Coinbase telah menerapkan matching engine berkinerja tinggi yang baru di Deribit, bursa opsi dan derivatif yang diakuisisinya, yang mampu memproses lebih dari 100.000 order per detik dengan latensi pencocokan di bawah satu milidetik, menurut pengumuman resmi Coinbase.

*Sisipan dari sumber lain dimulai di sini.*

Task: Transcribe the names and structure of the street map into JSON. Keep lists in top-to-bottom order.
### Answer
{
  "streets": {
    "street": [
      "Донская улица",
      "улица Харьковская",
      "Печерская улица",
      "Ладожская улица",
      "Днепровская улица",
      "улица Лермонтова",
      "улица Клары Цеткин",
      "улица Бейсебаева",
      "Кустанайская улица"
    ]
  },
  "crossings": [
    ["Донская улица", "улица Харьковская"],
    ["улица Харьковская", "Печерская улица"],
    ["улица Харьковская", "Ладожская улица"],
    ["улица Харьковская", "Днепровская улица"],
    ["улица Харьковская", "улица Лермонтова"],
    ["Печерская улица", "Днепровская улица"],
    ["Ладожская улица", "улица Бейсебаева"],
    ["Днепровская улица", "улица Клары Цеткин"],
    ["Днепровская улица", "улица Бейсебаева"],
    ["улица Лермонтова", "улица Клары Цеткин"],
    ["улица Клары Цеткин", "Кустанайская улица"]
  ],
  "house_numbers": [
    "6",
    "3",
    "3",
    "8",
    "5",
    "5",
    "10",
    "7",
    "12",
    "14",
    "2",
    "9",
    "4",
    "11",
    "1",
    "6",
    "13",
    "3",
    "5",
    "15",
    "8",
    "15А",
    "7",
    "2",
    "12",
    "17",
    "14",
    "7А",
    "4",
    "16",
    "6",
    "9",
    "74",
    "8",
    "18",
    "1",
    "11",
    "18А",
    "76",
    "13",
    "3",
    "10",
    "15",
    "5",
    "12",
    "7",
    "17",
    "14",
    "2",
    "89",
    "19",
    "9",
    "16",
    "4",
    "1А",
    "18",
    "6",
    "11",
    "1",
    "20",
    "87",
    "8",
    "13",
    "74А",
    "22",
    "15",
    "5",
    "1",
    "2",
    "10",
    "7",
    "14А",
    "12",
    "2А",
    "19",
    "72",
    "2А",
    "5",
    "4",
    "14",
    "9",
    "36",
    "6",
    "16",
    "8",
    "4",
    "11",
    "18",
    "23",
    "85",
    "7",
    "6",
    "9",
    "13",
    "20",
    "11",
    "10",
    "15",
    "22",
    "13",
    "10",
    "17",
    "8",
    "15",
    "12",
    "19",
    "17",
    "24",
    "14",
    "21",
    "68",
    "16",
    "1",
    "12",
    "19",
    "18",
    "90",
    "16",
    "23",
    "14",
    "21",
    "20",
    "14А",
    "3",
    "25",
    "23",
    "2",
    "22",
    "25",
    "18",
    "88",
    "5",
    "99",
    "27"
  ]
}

Upgrade ini ditujukan untuk mendekatkan infrastruktur trading inti Deribit ke standar performa yang diharapkan di pasar derivatif institusional.
Kecepatan matching engine paling menentukan bagi strategi trading frekuensi tinggi yang sensitif terhadap latensi, jenis strategi yang mendominasi order flow di bursa-bursa derivatif besar — market maker dan quant fund secara rutin mengarahkan flow mereka ke venue mana pun yang menawarkan eksekusi paling ketat, dan latensi sub-milidetik kini lebih tepat disebut standar minimum ketimbang pembeda di antara platform kelas atas.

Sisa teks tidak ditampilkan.